Les peuples de la mémoire. Tôt ou tard, chacun d’entre nous se pose probablement la question suivante : pourquoi suis-je comme je suis, qu’est-ce qui m’a fait choisir ma profession, comment ai-je décidé de fonder une famille avec cette personne et pas avec une autre ? L’ai-je fait consciemment ou accidentellement, par la volonté des circonstances ? Les réponses seront aussi différentes que nous le sommes…. Mais rares sont ceux qui suggèrent que l’explication doit être recherchée dans les profondeurs de l’histoire, et pas seulement dans sa propre famille.

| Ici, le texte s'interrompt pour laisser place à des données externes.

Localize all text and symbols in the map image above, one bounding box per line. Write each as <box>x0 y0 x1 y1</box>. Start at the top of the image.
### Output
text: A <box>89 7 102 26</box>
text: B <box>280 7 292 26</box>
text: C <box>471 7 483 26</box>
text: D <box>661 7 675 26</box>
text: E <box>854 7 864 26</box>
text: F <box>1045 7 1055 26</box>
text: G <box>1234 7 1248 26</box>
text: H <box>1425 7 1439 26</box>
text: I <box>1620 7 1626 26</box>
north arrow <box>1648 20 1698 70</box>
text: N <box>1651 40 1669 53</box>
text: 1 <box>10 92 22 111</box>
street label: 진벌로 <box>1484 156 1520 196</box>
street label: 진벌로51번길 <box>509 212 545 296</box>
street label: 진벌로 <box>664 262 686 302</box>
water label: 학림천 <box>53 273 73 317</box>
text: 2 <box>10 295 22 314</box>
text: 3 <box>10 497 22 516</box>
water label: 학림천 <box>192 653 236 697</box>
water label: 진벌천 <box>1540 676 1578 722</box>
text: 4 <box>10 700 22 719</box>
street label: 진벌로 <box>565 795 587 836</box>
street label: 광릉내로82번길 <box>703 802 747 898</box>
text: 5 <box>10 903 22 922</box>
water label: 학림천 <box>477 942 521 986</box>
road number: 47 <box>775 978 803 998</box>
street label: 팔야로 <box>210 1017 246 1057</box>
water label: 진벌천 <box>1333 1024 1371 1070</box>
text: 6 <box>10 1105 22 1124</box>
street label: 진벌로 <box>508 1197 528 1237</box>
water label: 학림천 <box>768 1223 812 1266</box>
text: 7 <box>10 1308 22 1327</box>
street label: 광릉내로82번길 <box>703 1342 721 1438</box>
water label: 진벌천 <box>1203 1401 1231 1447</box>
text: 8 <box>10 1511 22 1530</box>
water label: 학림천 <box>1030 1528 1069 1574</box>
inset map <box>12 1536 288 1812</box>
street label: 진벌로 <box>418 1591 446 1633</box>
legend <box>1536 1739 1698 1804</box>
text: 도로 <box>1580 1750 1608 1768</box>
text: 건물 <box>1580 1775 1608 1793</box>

– Nous avons découvert, et nous en sommes convaincus, qu’au sein de toute famille juive, certaines caractéristiques, certaines qualités humaines, persistent au moins pendant les siècles au cours desquels nous avons eu l’occasion de les observer », déclare Yitzhak Fuchson, bénévole et conseiller à l’Institut Am Azikaron pour le patrimoine, la culture et la généalogie juifs, créé à Tel-Aviv il y a près d’un quart de siècle, lors d’un entretien téléphonique. – Nous avons ainsi découvert que l’histoire de chaque famille présente certains schémas, tels que le choix des personnes, non pas de professions, mais de certains domaines d’activité, qui se répètent au fil des siècles. Supposons qu’un homme vivant il y a 500 ans ait mis en œuvre un programme de changements dans la société. Son descendant, vivant à notre époque, se consacre au même programme, bien que sous un aspect professionnel différent. Le plus intéressant, c’est qu’il ne semble pas y avoir de lien direct entre eux, mais qu’il existe une certaine charge génétique qui les incite à s’engager dans cette activité. Dans une famille apparaissent périodiquement des personnes extrêmement brillantes, capables de faire des découvertes ou de s’enrichir, dans une autre, des mariages rarement stables. Et quelqu’un s’attire constamment toutes sortes d’ennuis, mais reste indemne…..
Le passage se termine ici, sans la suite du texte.